Review | You’re Not Doing It Right

You’re Not Doing It Right: Tales of Marriage, Sex, Death, and Other Humiliations by Michael Ian Black


Comedian Michael Ian Black’s first memoir is hilarious and surprisingly poignant.  I love his brand of humor and from his writing he strikes me as the kind of friend you’d describe as, “Great guy, kind of a dick, but great.”
We all have that friend we love to death but think they can be kind of dick but really they’re just honest.  And honesty is exactly what Black brings to the table in his collection of essays.

Black covers his childhood with a brother and special needs sister, his parents divorce, his mother realizing she’s a lesbian, and the sudden and unexpected death of his dad who he didn’t have a great relationship with.  He shares it all with humor but surprised me with some really candid and honest thoughts.

Then, there’s his wife Martha.  He shares how their relationship began, their decision to move in together (she basically bullied her way in), their marriage (her idea), and eventually the birth of their two children (again, all her idea).

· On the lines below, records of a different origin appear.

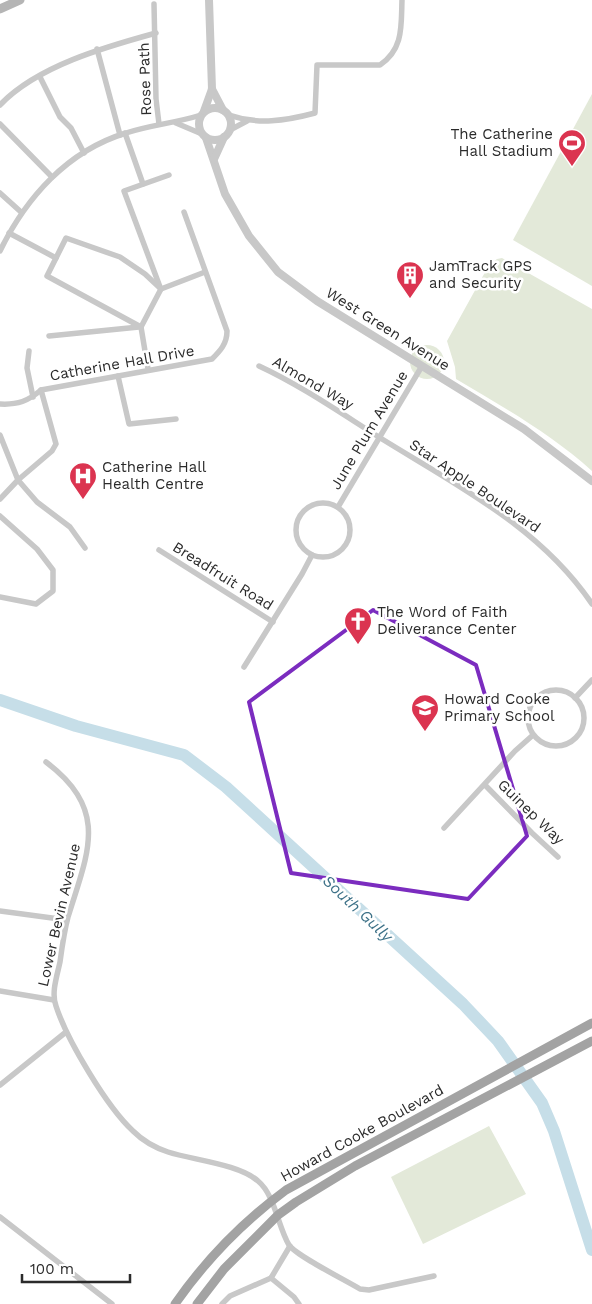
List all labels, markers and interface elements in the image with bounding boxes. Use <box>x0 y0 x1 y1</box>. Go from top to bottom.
street label: Rose Path <box>135 42 155 116</box>
place label: The Catherine Hall Stadium <box>450 125 553 160</box>
sports icon: The Catherine Hall Stadium <box>557 128 587 167</box>
place label: JamTrack GPS and Security <box>429 257 532 292</box>
building icon: JamTrack GPS and Security <box>395 260 425 299</box>
street label: West Green Avenue <box>323 284 453 374</box>
street label: Catherine Hall Drive <box>48 341 196 385</box>
street label: Almond Way <box>269 352 357 414</box>
street label: June Plum Avenue <box>326 367 412 493</box>
street label: Star Apple Boulevard <box>406 435 544 537</box>
place label: Catherine Hall Health Centre <box>102 458 207 493</box>
hospital icon: Catherine Hall Health Centre <box>68 461 98 500</box>
street label: Breadfruit Road <box>169 538 277 614</box>
place label: The Word of Faith Deliverance Center <box>377 603 517 638</box>
church icon: The Word of Faith Deliverance Center <box>343 606 373 645</box>
place label: Howard Cooke Primary School <box>444 690 555 725</box>
school or university icon: Howard Cooke Primary School <box>410 693 440 732</box>
street label: Guinep Way <box>494 776 568 848</box>
street label: Lower Bevin Avenue <box>34 842 84 988</box>
water label: South Gully <box>319 871 397 946</box>
street label: Howard Cooke Boulevard <box>277 1081 447 1185</box>
scale bar <box>22 1252 130 1284</box>
text: 100 m <box>30 1260 74 1278</box>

I related to the chapters on marriage and parenthood so much.  Black wasn’t afraid to share the raw truths that no one ever wants to talk about and share in such a way that I laughed several times in the school line to pick up my daughter.

“Occasionally, I see an article in the newspaper about parents who abuse their children. Before I had a child, I used to think, How could this happen? Now, I find myself wondering why it doesn’t happen more often. Why aren’t parents throwing their kids into Dumpsters every day? And why, God, why do people have more than one? Because after you’ve done this once, there can be no possible excuse for doing it again. The thought occurs to me that if parenthood is this hard for everybody, infanticide would be as common as public urination. The human species would have died out long ago. Therefore, our experience cannot be common. Clearly there is something wrong with him. Maybe our kid is a lemon.”

I could’ve written that paragraph myself.  I felt the exact same way after my daughter was born.  (But I was smarter, I really couldn’t find an excuse to have a second child.)

He discusses honestly the strain parenting put on his marriage and that he and Martha attended counseling to get through some of the toughest parts.  He admits to being a dick and saying hurtful things.

Then there were the surprisingly profound and brutally honest thoughts he shared.

After his son called him the best dad ever:

“Doesn’t he know how much I resented him when he was a baby, crying in the night? Or, now that he’s older, doesn’t he notice when I’m so immersed on the computer that I don’t listen to the stories he tells me about his day? Doesn’t he know that I am sometimes glad to be far away from him and his sister and his mother, all by myself, in a hotel room where nobody needs me for anything?”

His thoughts on parenting:

“There is no word for feeling nostalgic about the future, but that’s what a parent’s tears often are, a nostalgia for something that has not yet occurred. They have the pain of hope, the helplessness of hope, and finally, the surrender to hope. That’s what parenthood is, ultimately, the hope of casting a message in a glass bottle into the sea with no sense of where it will end up. We have no control, none of us.”

(I should mention that quote is taken from a chapter where he talks in great detail about how much he hates the band Creed but the song “With Arms Wide Open” changed his life.)

And the final chapter, which turned into somewhat of a love letter to Martha:

“Time moves in peculiar ways. Fast and slow at the same time. When I look at you, I don’t see whatever imperfections you see. Our faces are just geography. They tell us the story of who we are and who we used to be.  I see you as I’ve always known you: I see you at twenty-five and thirty and forty-two … I love the story your face tells me because I love you.
That is the real gift of marriage, I think. When people about about ‘growing old together,’ what they are really talking about is the desire to see somebody all the way through, to connect your life with somebody in such a deep way that the word old loses whatever scary power it might have had on us alone.”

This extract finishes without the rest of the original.